Berlanjut sampai beberapa tahun saya merasakan kebimbangan yang luar biasa, rasa Gundah stadium 7 kali ya? Hehe

Pindah – Pindah kerja Hobi saya kala itu, satu tahun bisa 4 kali pindah kerja, terlama saya bekerja itu hanya 1 tahun, dari proses yang sebegitu nggak enak, saya sadar harus segera berbenah dan berubah...

dengan cara apa?

Dengan merenung dalam hati bahwa sebenarnya saya pengen jadi apa? 

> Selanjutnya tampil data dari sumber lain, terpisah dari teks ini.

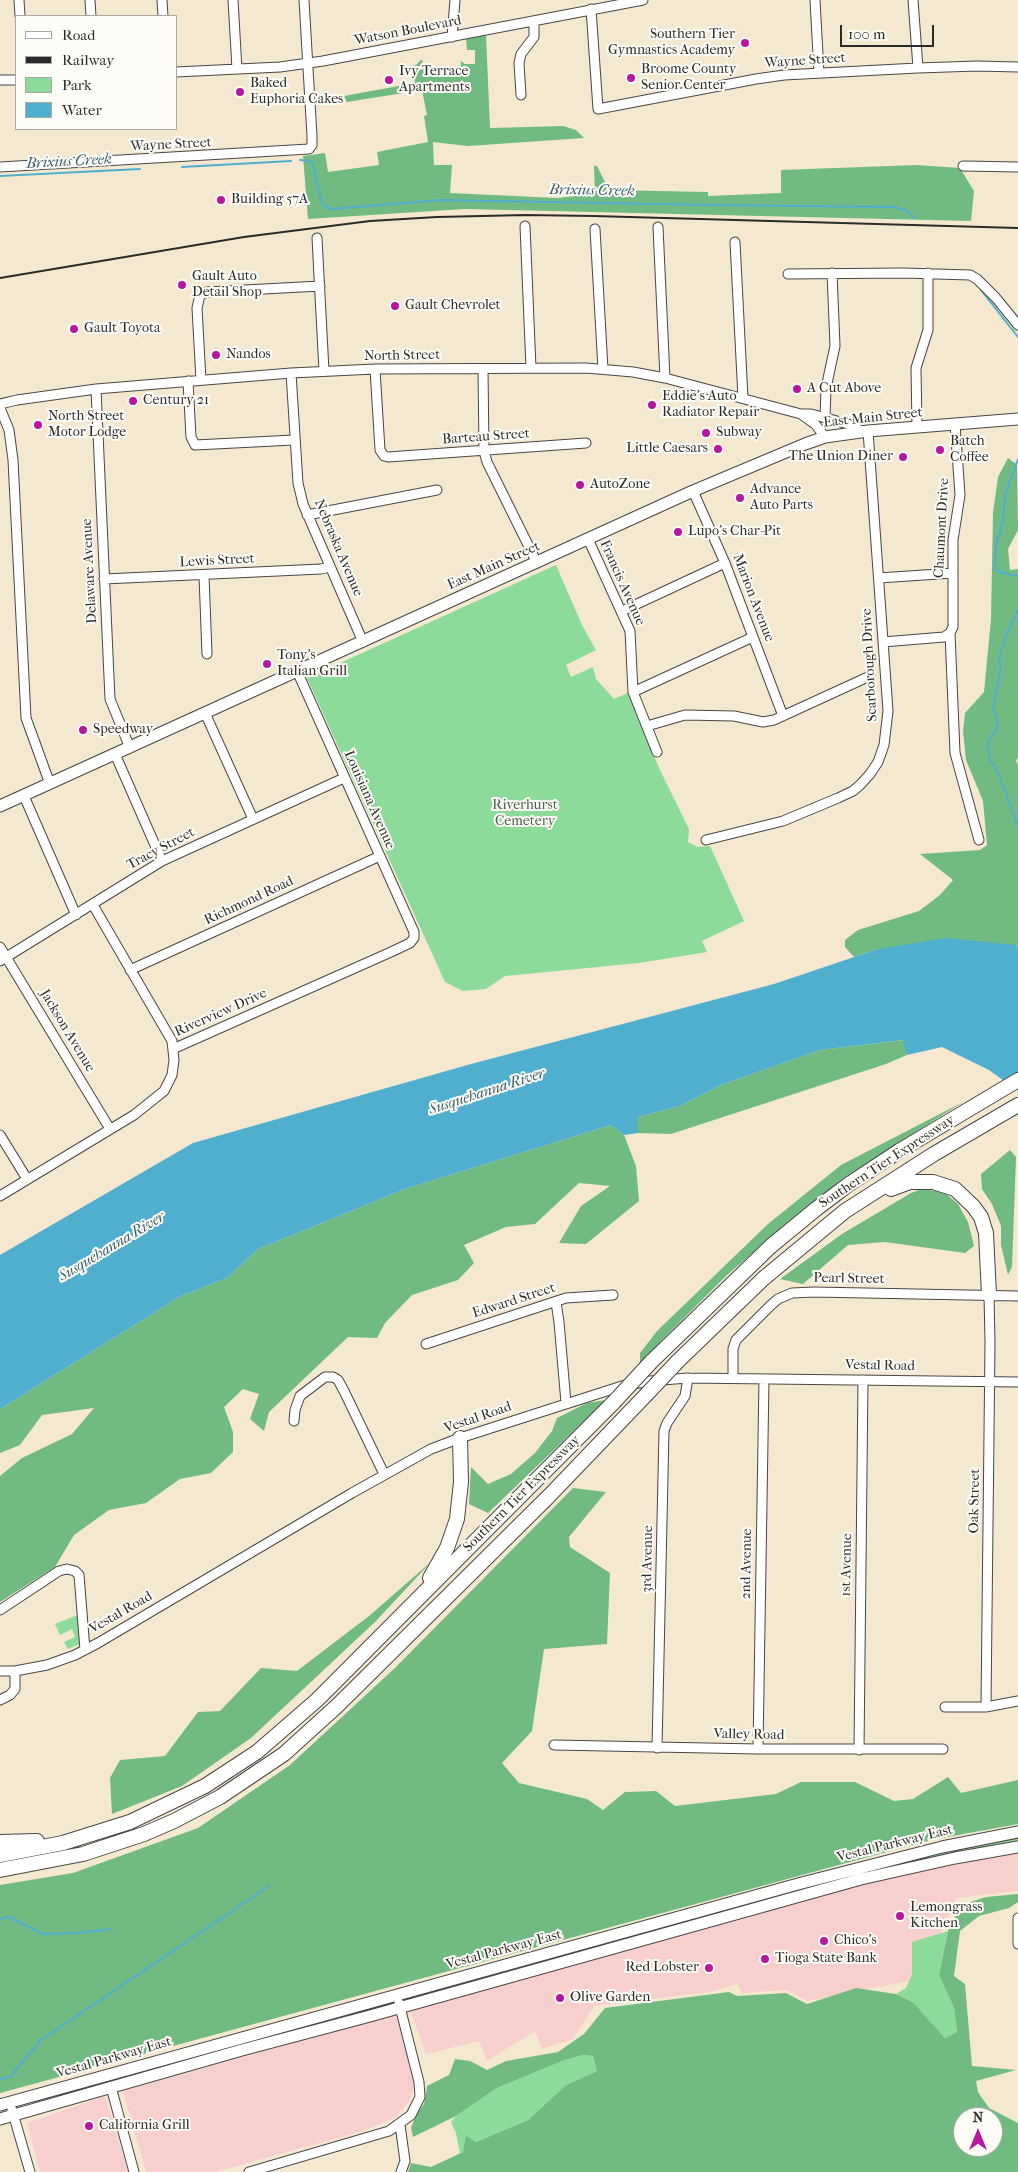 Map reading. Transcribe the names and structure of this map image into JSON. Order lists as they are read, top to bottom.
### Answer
{
  "streets": {
    "highway": ["Southern Tier Expressway"],
    "main road": ["East Main Street", "Vestal Parkway East"],
    "street": [
      "Watson Boulevard",
      "Wayne Street",
      "North Street",
      "Barteau Street",
      "Chaumont Drive",
      "Nebraska Avenue",
      "Lewis Street",
      "Delaware Avenue",
      "Francis Avenue",
      "Marion Avenue",
      "Scarborough Drive",
      "Louisiana Avenue",
      "Tracy Street",
      "Richmond Road",
      "Riverview Drive",
      "Jackson Avenue",
      "Pearl Street",
      "Edward Street",
      "Vestal Road",
      "Oak Street",
      "3rd Avenue",
      "2nd Avenue",
      "1st Avenue",
      "Valley Road"
    ]
  },
  "crossings": [
    ["Watson Boulevard", "Wayne Street"],
    ["North Street", "East Main Street"],
    ["North Street", "Barteau Street"],
    ["North Street", "Nebraska Avenue"],
    ["North Street", "Delaware Avenue"],
    ["North Street", "Scarborough Drive"],
    ["East Main Street", "Chaumont Drive"],
    ["East Main Street", "Nebraska Avenue"],
    ["East Main Street", "Delaware Avenue"],
    ["East Main Street", "Francis Avenue"],
    ["East Main Street", "Marion Avenue"],
    ["East Main Street", "Scarborough Drive"],
    ["East Main Street", "Louisiana Avenue"],
    ["Nebraska Avenue", "Lewis Street"],
    ["Lewis Street", "Delaware Avenue"],
    ["Louisiana Avenue", "Tracy Street"],
    ["Louisiana Avenue", "Richmond Road"],
    ["Louisiana Avenue", "Riverview Drive"],
    ["Tracy Street", "Jackson Avenue"],
    ["Riverview Drive", "Jackson Avenue"],
    ["Pearl Street", "Vestal Road"],
    ["Pearl Street", "Oak Street"],
    ["Vestal Road", "Oak Street"],
    ["Vestal Road", "3rd Avenue"],
    ["Vestal Road", "2nd Avenue"],
    ["Vestal Road", "1st Avenue"],
    ["3rd Avenue", "Valley Road"],
    ["2nd Avenue", "Valley Road"],
    ["1st Avenue", "Valley Road"]
  ],
  "water": ["Brixius Creek", "Susquehanna River"],
  "parks": ["Riverhurst Cemetery"],
  "places": [
    "Southern Tier Gymnastics Academy",
    "Broome County Senior Center",
    "Ivy Terrace Apartments",
    "Baked Euphoria Cakes",
    "Building 57A",
    "Gault Auto Detail Shop",
    "Gault Chevrolet",
    "Gault Toyota",
    "Nandos",
    "A Cut Above",
    "Century 21",
    "Eddie's Auto Radiator Repair",
    "North Street Motor Lodge",
    "Subway",
    "Little Caesars",
    "Batch Coffee",
    "The Union Diner",
    "AutoZone",
    "Advance Auto Parts",
    "Lupo's Char-Pit",
    "Tony’s Italian Grill",
    "Speedway",
    "Lemongrass Kitchen",
    "Chico's",
    "Tioga State Bank",
    "Red Lobster",
    "Olive Garden",
    "California Grill"
  ],
  "legend": [
    "Road",
    "Railway",
    "Park",
    "Water"
  ],
  "scale_bar": "100 m",
  "north": "top"
}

Apa MISI hidup saya di Dunia ini? 

Tidak mungkin Allah menciptakan saya kedunia ini tanpa ada maksud, pasti ada MISI yang harus saya selesaikan sebelum saya berpulang kepada NYA.

Karena hobi saya baca Buku, terutama buku motivasi, pengembangan diri & Psikologi dari situ saya banyak menemukan Gairah dalam diri saya, saya sangat senang NGAJAR istilahnya kalau profesi ya Trainer atau Pembicara...

Tapi saya bingung lagi ? 

lagi – lagi Bingung...

Mulainya darimana saya menekuni Profesi sebagai Trainer sedangkan yang saya tahu Profesi sejenis sudah banyak dan cenderung hanya menjual informasi saja, beda dengan skill yang lain

Sudah ketemu pengen jadi Trainer malah saya nggak yakin apa saya bisa SUKSES jadi Trainer...??

bingung lagi yaa..

Memang begitu, keseharian saya meski sedang nganggur ataupun kerja perasaan Bingung selalu membersamai saya, saya nggak tahu kenapa apa saya memang diciptakan untuk selalu bingung? 
Ah yang benar saja

Akhirnya setelah merenung cukup panjang, saya memutuskan untuk berbagi lewat blog pribadi saya : www.DedeNursalam.com

Tanpa memperdulikan hasil ataupun dampak dari pembaca, saya konsisten menulis pengalaman hidup dari mulai saya lulus SMA sampai saat ini, pernah berkarir di 11 Perusahaan sampai akhirnya memiliki perusahaan sendiri yang saya dirikan bersama Adik saya.

Sahabat ku

Keputusan yang Anda putuskan meski awalnya kurang yakin saran saya lakukan saja, bisa jadi keputusan yang memang belum yakin awalnya, siapa tahu disitulah awal karir & masa depan Anda dimulai, jangan sampai sudah usia senja Anda belum memutuskan mau jadi apa, melakukan apa & memiliki apa?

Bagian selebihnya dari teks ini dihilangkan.